Stored entries
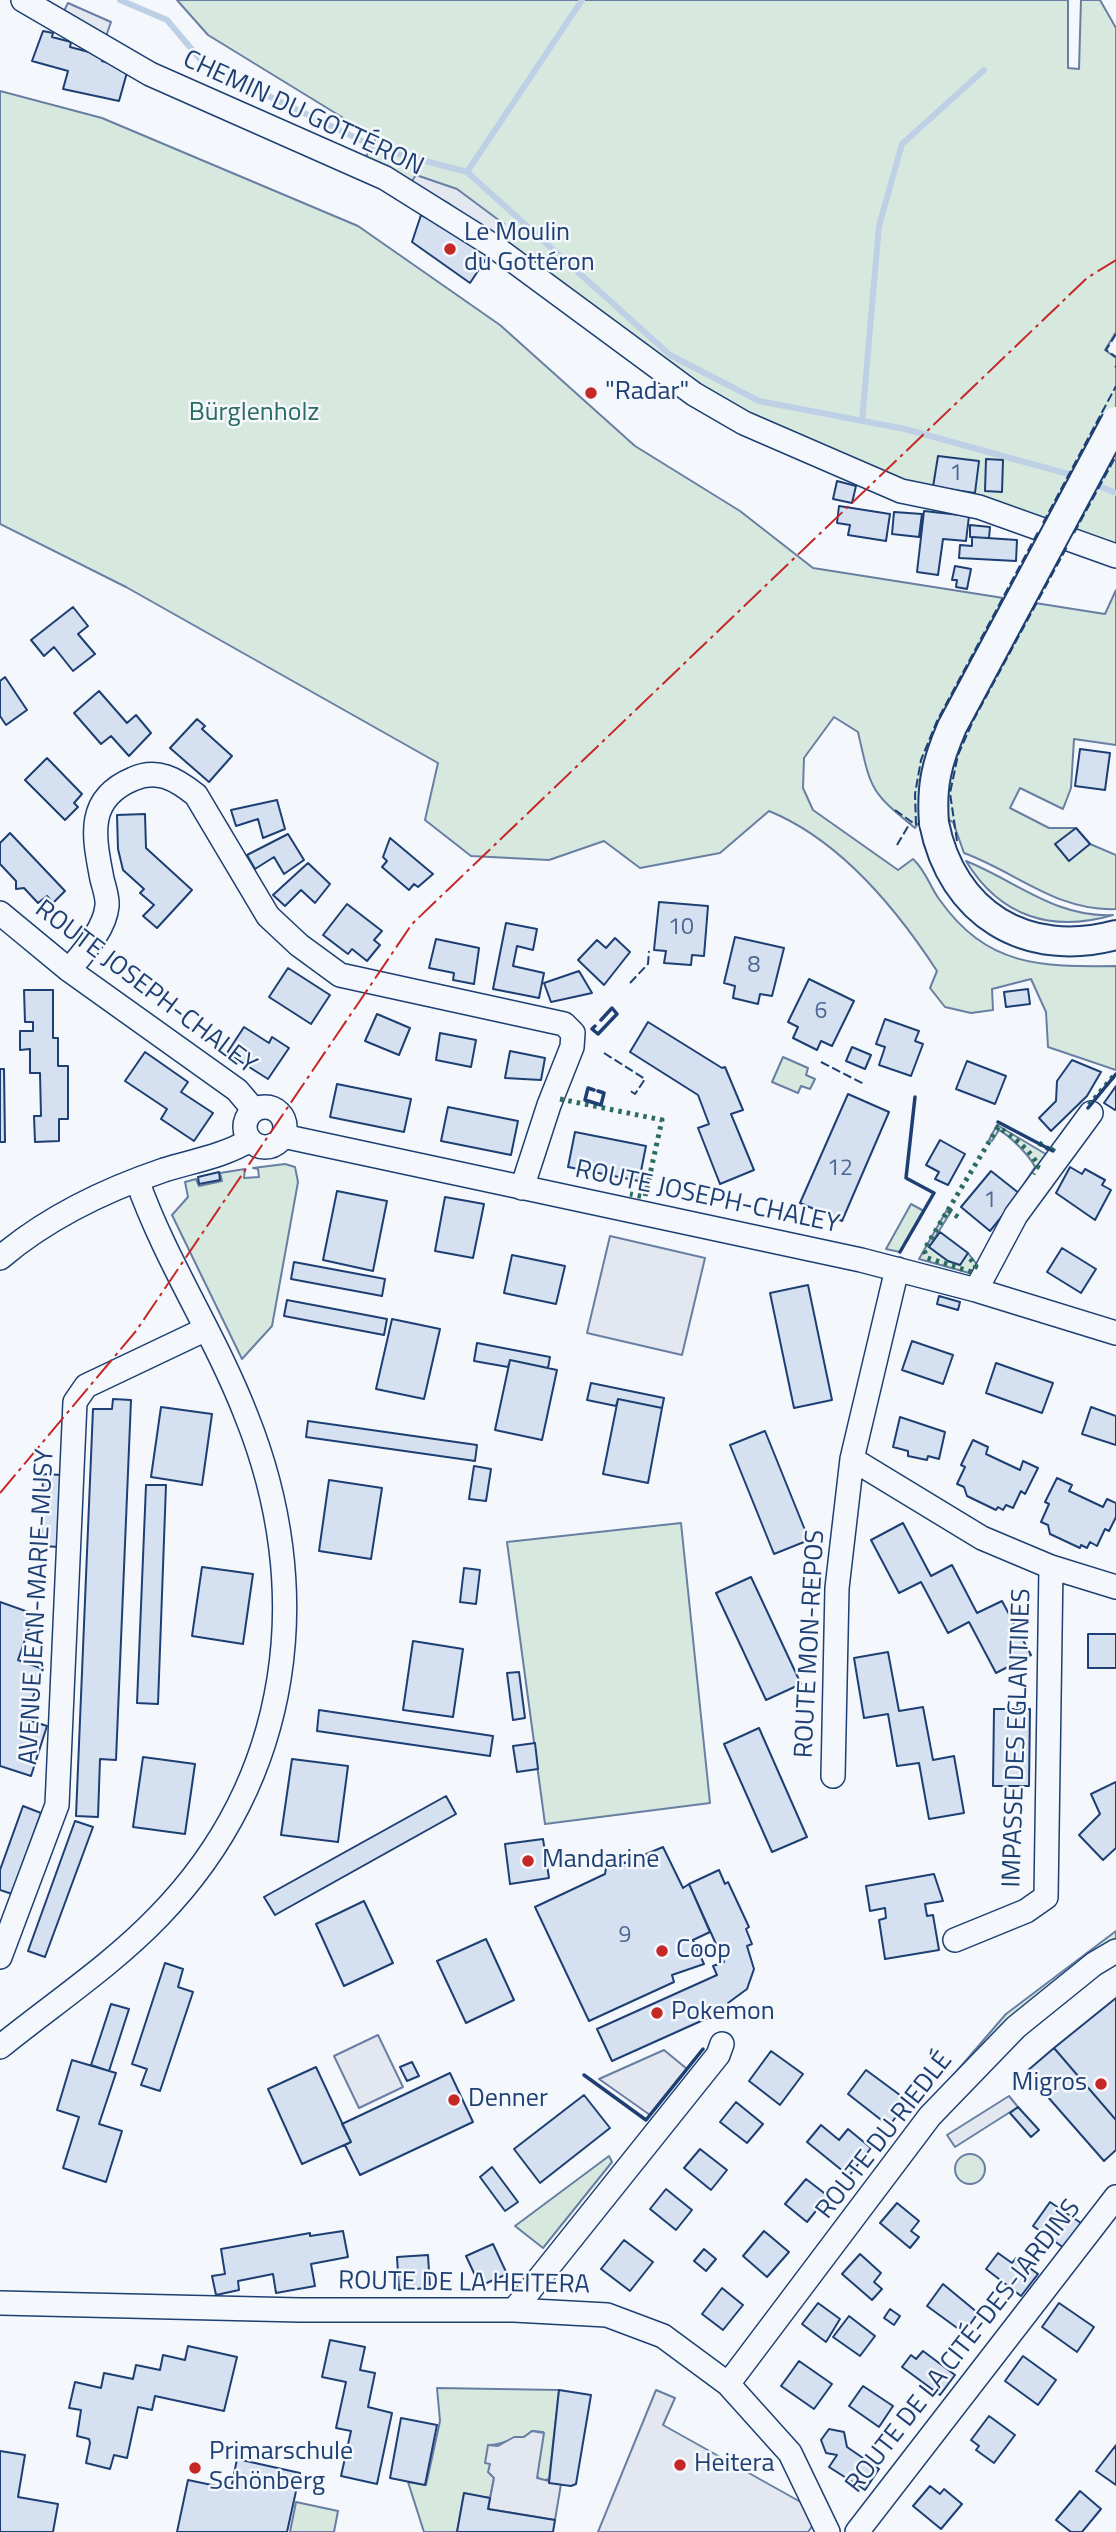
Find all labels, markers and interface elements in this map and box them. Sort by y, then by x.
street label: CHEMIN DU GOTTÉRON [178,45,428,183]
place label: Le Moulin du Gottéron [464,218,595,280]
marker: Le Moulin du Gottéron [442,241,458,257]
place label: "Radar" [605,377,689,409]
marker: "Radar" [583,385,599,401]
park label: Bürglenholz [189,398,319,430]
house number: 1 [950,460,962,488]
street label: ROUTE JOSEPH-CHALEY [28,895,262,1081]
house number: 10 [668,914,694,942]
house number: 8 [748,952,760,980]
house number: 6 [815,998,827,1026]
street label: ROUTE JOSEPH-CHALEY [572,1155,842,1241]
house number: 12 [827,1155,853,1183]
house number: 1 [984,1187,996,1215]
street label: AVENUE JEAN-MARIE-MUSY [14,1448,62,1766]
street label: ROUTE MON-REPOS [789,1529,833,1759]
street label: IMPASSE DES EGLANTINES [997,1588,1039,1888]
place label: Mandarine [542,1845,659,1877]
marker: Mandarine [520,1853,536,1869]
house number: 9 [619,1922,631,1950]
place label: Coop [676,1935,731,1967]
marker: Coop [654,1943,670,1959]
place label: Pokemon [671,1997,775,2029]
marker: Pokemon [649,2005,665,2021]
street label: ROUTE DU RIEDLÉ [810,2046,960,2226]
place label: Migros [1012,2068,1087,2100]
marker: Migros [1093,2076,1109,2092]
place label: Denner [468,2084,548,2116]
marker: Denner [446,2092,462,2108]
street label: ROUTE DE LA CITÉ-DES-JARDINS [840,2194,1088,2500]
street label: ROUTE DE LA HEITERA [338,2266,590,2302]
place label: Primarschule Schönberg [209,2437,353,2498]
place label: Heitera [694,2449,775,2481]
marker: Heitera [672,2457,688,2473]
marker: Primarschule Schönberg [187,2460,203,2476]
...
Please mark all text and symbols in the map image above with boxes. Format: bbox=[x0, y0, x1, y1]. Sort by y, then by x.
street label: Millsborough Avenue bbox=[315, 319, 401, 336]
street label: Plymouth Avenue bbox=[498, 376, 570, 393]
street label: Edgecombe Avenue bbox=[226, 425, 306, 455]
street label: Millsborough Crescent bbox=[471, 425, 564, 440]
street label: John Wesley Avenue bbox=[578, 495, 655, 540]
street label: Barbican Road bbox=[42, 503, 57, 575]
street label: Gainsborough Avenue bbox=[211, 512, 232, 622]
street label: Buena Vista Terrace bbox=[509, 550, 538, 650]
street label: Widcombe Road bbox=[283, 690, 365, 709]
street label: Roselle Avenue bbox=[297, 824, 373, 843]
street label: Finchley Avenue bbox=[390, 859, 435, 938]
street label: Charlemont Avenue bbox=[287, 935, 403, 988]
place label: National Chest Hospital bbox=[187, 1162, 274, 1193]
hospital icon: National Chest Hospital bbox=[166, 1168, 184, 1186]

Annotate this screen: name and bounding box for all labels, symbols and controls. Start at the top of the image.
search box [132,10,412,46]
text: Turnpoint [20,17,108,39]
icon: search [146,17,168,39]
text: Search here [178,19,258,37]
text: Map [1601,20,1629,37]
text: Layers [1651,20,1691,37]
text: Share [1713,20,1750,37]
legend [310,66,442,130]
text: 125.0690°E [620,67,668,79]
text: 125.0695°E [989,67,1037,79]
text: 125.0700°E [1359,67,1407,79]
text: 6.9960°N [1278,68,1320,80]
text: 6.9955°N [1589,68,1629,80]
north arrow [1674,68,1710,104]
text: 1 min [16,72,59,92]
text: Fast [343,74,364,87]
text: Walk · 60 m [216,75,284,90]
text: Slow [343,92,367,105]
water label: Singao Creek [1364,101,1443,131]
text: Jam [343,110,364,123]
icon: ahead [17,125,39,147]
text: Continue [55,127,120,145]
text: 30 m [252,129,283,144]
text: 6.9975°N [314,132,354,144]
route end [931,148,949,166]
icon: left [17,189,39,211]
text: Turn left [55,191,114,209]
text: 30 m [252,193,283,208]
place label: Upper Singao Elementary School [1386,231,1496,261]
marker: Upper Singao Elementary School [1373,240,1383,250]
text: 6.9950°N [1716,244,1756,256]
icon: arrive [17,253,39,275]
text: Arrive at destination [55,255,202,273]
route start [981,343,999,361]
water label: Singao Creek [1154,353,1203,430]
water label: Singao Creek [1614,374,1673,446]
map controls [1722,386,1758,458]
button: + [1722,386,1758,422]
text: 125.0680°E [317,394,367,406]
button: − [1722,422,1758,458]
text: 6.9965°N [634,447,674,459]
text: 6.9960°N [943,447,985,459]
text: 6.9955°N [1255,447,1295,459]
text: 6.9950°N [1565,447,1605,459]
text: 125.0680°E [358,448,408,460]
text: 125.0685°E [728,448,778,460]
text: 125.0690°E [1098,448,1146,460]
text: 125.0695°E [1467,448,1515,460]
==
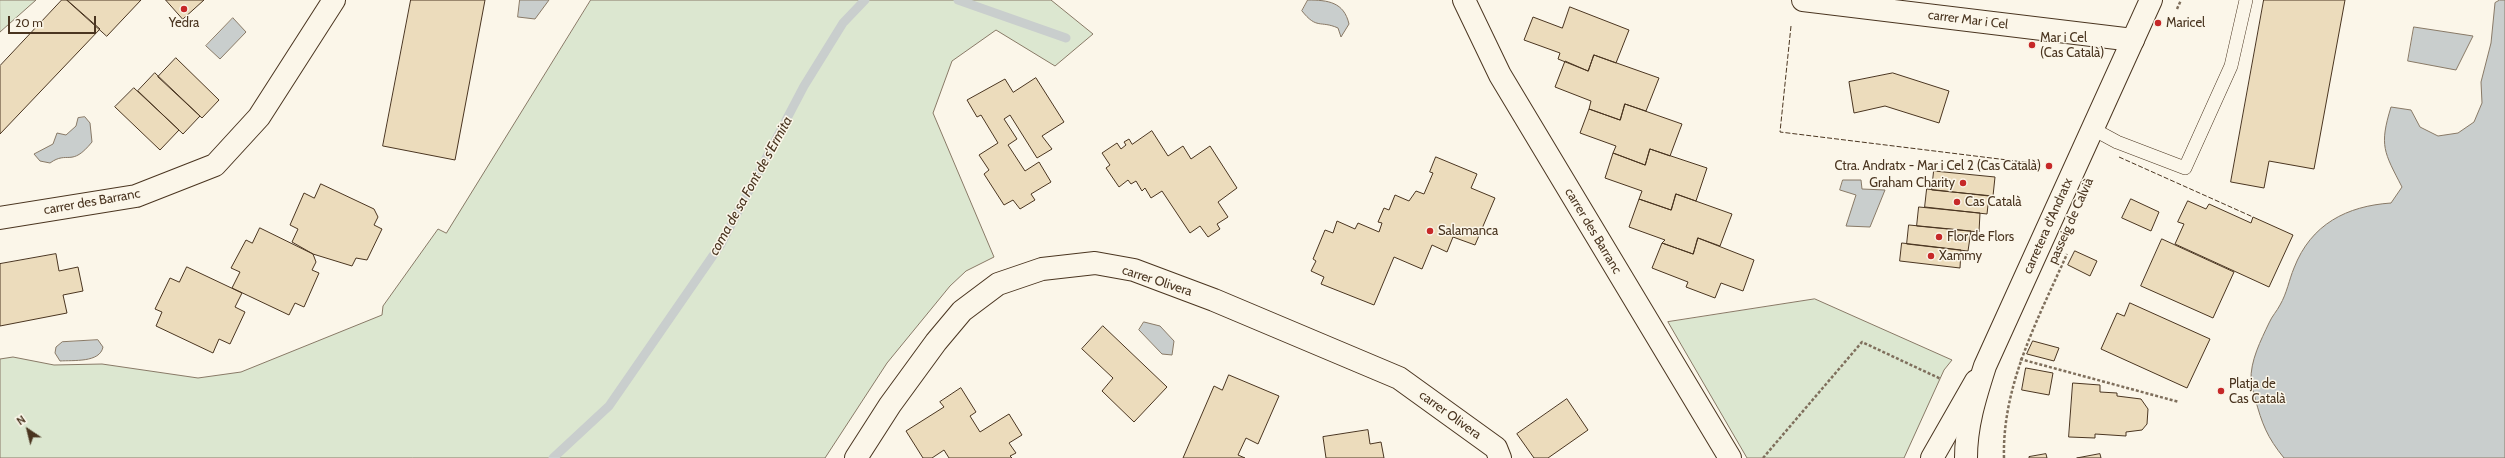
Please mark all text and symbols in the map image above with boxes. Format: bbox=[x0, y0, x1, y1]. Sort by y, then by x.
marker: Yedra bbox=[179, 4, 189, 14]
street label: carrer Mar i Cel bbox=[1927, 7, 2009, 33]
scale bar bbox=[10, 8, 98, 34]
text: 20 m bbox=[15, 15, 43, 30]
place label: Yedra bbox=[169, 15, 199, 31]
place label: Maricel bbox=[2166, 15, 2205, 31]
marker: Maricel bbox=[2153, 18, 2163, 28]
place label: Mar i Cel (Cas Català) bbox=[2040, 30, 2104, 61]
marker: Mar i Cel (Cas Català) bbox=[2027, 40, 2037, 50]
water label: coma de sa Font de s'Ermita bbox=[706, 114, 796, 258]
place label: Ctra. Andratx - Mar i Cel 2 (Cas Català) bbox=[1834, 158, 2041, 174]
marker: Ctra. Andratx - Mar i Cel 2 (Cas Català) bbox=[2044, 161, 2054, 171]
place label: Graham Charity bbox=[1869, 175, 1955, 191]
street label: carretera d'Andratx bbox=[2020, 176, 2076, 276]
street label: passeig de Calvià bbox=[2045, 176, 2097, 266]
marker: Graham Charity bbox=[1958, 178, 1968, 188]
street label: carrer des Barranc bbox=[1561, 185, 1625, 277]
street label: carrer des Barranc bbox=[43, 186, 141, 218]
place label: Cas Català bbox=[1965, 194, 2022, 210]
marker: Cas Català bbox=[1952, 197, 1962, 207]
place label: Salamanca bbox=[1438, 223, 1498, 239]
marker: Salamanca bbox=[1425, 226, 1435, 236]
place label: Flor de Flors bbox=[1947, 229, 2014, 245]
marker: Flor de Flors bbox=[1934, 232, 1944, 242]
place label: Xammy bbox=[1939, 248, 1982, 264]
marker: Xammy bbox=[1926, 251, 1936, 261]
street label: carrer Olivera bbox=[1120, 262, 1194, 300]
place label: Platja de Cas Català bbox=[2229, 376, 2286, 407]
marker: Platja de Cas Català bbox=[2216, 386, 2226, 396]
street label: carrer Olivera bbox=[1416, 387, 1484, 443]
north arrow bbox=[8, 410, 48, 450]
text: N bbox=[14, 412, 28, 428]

■ THE PROBLEM
If a line in the data above contains "Xammy", return that line.

■ YOUR SOLUTION
place label: Xammy bbox=[1939, 248, 1982, 264]
marker: Xammy bbox=[1926, 251, 1936, 261]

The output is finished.